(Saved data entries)
┄┄┄┄┄┄

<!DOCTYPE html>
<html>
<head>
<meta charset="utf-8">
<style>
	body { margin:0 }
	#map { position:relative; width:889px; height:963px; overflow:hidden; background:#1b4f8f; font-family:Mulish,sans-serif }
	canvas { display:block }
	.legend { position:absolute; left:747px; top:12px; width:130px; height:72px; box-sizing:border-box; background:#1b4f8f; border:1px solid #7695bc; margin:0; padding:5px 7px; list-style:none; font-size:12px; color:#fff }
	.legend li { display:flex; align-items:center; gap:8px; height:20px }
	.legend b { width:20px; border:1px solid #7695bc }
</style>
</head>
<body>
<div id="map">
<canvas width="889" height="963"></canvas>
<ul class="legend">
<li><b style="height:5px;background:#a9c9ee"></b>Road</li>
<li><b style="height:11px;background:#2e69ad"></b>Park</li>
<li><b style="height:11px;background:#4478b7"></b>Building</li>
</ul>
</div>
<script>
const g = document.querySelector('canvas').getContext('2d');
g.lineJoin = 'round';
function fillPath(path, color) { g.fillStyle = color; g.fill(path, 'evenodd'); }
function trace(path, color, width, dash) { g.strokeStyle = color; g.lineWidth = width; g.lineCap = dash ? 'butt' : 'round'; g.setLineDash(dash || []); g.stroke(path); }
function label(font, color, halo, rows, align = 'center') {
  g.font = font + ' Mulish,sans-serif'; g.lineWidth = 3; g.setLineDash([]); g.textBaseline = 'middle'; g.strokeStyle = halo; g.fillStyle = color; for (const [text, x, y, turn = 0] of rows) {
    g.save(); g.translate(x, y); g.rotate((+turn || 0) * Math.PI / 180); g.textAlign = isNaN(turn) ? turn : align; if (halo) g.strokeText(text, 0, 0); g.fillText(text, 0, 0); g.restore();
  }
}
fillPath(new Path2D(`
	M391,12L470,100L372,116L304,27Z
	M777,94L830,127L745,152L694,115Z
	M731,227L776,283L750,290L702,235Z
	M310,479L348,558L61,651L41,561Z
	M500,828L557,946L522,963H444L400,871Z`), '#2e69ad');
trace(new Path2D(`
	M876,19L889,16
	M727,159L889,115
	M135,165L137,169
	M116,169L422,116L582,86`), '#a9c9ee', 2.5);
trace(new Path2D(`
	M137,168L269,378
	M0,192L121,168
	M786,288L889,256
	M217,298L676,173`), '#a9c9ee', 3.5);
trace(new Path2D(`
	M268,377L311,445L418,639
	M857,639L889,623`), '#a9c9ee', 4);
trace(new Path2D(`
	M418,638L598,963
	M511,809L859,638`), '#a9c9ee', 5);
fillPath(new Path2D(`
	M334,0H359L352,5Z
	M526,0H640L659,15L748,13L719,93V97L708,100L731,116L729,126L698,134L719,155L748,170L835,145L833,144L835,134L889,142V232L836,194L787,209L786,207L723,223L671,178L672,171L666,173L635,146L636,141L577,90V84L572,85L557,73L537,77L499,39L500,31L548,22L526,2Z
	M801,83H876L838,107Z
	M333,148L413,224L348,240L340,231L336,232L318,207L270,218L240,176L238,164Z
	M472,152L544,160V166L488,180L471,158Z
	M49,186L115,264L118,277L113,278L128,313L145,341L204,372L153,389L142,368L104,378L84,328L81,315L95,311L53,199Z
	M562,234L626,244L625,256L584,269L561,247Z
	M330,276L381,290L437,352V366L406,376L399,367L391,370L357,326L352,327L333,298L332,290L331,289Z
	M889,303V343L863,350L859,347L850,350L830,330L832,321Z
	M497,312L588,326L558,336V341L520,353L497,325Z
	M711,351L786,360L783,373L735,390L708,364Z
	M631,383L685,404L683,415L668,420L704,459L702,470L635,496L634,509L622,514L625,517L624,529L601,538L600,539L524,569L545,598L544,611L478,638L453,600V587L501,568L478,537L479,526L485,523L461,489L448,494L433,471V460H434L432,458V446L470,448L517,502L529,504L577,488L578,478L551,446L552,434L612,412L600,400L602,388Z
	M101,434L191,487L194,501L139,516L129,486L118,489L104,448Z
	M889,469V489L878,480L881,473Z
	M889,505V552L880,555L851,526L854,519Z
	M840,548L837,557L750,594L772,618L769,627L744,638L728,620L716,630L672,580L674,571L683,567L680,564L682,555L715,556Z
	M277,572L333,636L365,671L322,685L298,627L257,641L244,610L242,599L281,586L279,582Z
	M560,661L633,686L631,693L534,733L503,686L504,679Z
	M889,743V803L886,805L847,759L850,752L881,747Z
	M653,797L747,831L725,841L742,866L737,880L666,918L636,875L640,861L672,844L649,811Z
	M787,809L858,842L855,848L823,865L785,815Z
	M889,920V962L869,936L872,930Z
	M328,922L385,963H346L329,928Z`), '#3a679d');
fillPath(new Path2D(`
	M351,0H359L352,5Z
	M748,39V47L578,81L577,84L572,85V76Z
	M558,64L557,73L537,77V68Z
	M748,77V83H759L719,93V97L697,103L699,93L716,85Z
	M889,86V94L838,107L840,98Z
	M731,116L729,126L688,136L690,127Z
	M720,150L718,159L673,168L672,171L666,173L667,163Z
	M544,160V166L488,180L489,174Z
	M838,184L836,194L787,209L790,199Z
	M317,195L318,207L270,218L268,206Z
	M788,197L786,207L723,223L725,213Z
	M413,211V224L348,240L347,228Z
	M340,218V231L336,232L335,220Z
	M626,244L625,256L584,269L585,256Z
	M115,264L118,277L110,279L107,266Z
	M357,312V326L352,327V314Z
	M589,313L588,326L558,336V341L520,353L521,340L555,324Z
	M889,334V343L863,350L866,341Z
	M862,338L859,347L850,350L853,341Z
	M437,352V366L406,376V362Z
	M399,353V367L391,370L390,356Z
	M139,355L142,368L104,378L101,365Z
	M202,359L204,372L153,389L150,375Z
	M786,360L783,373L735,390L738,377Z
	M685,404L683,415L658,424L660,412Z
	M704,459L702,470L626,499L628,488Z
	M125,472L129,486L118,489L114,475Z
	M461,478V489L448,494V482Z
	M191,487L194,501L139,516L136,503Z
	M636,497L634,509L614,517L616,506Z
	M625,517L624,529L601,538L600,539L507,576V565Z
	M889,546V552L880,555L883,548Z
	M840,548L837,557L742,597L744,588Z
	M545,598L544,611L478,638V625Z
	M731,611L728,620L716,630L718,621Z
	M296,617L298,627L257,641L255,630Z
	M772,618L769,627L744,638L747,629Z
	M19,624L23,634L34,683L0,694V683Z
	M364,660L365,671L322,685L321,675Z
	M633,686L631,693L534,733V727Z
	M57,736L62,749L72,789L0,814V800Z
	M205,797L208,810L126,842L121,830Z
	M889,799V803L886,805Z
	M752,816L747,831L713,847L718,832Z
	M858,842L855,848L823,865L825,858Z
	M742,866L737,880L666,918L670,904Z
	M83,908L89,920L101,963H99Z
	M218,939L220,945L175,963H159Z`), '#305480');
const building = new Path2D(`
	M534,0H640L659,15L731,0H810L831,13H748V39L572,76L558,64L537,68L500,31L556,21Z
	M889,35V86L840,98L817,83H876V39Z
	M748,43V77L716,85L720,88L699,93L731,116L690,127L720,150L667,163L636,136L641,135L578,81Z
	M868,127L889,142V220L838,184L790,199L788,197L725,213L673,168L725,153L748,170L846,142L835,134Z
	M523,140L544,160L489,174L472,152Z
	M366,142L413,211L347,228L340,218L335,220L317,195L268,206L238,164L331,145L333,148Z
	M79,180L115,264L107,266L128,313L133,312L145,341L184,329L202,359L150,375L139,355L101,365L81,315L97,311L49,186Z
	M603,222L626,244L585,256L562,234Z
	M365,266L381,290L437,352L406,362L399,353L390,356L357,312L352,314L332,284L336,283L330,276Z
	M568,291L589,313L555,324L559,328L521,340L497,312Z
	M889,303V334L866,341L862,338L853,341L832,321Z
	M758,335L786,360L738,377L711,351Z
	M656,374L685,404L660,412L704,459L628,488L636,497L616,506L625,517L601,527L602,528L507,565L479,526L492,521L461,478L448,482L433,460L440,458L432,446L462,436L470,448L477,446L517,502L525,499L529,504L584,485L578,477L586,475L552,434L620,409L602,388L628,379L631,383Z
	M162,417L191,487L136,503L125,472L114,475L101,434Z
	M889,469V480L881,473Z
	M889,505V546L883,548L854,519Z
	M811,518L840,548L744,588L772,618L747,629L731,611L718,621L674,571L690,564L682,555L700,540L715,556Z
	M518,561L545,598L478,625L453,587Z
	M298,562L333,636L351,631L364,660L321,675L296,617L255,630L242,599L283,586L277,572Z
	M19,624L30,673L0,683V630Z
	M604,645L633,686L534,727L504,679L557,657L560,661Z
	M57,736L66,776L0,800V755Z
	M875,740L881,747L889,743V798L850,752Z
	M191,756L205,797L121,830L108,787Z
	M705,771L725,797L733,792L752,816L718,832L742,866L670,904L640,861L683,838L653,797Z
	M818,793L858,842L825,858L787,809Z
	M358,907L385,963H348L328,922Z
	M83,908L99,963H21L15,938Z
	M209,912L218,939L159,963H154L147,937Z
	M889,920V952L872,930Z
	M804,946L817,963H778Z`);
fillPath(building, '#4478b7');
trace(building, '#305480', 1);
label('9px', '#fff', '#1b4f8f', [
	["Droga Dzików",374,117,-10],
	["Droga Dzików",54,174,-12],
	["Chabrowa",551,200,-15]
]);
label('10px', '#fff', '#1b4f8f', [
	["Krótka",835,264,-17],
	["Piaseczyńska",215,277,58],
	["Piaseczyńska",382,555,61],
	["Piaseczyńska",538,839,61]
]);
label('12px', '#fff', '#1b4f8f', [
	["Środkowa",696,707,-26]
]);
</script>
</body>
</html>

┄┄┄┄┄┄

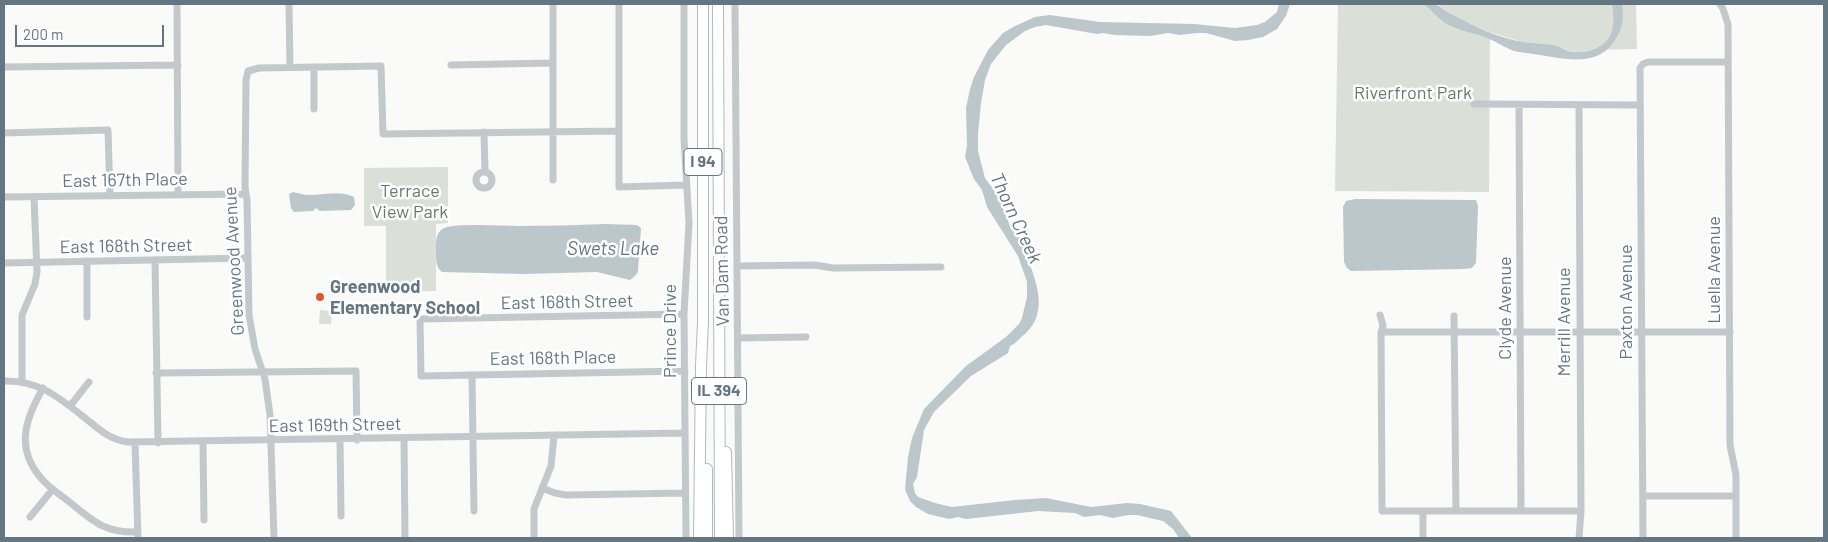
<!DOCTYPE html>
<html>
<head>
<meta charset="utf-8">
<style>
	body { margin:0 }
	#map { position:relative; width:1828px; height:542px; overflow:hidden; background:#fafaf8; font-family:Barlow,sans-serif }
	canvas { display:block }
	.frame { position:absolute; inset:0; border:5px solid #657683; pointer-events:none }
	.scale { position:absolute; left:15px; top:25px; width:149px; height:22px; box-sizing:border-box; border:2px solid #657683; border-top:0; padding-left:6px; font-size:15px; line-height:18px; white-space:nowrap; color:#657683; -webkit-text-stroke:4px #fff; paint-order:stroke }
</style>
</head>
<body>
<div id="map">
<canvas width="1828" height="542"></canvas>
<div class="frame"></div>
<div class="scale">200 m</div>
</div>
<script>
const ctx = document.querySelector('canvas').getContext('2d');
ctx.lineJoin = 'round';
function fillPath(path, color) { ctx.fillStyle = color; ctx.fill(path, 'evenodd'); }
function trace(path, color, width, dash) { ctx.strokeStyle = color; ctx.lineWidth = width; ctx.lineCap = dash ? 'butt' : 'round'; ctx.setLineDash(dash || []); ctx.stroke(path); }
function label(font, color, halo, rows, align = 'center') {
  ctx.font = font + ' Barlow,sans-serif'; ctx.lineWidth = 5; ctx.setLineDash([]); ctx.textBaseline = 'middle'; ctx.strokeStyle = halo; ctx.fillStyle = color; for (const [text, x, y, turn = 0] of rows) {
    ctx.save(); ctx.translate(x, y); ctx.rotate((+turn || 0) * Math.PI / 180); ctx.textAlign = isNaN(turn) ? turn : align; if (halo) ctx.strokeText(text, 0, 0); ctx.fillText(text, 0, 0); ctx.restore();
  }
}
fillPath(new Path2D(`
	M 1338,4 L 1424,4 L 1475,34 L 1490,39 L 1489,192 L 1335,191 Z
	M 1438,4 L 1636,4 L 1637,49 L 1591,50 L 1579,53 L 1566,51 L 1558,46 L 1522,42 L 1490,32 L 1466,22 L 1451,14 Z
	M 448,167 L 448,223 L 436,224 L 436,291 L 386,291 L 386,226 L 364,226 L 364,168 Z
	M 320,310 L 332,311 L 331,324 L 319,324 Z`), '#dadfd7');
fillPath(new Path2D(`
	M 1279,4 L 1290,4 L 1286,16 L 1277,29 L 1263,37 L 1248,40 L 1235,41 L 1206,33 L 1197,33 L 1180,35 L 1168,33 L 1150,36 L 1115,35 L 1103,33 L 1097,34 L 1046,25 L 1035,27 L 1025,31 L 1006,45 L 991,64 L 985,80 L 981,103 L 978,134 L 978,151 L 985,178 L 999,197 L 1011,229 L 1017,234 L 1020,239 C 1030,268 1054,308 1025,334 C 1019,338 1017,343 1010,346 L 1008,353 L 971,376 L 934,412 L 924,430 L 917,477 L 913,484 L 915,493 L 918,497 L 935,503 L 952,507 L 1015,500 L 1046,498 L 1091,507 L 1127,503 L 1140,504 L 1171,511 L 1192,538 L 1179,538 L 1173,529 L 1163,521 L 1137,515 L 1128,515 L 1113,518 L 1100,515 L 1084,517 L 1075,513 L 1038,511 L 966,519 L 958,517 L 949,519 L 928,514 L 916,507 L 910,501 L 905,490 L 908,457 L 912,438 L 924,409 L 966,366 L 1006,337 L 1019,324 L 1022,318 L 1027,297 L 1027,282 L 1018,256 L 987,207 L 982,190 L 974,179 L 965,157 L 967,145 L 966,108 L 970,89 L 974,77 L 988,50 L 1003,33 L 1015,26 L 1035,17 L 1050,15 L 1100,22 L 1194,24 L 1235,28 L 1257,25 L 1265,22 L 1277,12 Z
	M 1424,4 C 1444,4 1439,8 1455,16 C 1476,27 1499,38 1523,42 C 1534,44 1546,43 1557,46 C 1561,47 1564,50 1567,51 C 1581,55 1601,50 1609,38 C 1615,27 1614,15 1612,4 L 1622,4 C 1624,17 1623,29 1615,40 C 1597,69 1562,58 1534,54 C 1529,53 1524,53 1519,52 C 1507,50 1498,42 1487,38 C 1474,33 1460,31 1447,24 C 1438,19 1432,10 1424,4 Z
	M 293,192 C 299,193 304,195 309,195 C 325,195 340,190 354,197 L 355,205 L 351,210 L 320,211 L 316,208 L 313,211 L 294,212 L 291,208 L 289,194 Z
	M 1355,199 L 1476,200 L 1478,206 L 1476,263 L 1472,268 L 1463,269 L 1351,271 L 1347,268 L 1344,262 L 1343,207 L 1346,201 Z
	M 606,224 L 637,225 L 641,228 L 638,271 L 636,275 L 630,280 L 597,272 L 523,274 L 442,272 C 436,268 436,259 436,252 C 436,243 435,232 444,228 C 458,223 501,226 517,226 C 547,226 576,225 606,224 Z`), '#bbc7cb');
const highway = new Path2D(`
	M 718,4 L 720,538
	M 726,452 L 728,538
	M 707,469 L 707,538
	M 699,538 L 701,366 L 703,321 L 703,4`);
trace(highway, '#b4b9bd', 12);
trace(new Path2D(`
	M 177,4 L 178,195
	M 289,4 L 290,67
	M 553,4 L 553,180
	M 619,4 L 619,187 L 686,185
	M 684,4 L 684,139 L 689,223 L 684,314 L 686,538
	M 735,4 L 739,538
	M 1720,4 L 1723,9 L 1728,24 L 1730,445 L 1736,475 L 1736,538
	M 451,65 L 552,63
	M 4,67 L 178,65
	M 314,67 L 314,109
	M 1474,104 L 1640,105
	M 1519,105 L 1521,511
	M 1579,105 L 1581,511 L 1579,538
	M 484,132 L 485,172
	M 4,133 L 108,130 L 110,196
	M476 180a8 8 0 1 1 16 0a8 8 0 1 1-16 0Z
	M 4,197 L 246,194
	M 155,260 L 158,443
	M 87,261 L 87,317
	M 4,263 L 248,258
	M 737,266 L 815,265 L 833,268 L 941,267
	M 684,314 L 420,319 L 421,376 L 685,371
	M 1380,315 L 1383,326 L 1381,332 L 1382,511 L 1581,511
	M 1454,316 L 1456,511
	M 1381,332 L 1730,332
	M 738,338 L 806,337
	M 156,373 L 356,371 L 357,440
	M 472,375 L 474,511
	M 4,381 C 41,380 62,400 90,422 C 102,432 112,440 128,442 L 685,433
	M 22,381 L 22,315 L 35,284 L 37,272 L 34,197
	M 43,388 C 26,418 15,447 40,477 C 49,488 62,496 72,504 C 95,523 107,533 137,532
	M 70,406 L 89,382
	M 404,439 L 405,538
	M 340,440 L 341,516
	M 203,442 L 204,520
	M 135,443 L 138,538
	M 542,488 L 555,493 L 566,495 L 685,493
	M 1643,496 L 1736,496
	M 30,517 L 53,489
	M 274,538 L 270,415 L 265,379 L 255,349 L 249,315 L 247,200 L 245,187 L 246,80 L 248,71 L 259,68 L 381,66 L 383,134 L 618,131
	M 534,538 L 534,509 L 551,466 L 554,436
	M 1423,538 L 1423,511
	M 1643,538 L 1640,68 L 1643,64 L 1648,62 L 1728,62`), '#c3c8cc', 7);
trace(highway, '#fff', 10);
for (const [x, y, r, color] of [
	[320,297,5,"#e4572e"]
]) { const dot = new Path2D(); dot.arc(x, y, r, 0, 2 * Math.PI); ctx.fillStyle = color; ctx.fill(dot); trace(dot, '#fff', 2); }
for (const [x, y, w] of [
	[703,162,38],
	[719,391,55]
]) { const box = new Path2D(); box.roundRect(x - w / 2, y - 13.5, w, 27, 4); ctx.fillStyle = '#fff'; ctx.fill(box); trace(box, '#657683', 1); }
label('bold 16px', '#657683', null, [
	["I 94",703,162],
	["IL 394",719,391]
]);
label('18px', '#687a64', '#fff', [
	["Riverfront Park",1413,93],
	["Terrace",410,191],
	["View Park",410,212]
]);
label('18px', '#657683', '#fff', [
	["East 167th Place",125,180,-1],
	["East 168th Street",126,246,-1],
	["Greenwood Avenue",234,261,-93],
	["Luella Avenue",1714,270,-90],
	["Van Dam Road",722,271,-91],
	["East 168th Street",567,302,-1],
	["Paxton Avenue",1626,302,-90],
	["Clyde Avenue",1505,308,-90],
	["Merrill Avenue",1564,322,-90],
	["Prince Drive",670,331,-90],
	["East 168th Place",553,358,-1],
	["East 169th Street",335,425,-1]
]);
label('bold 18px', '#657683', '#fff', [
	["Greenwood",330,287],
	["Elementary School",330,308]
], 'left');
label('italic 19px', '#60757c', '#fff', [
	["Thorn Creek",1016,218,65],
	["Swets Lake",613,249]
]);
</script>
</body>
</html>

┄┄┄┄┄┄

### TASK REQUIREMENTS
Determine the number of lines in the preceding data that contain the word "translate". Reply with that number only.

### WRITTEN RESPONSE
2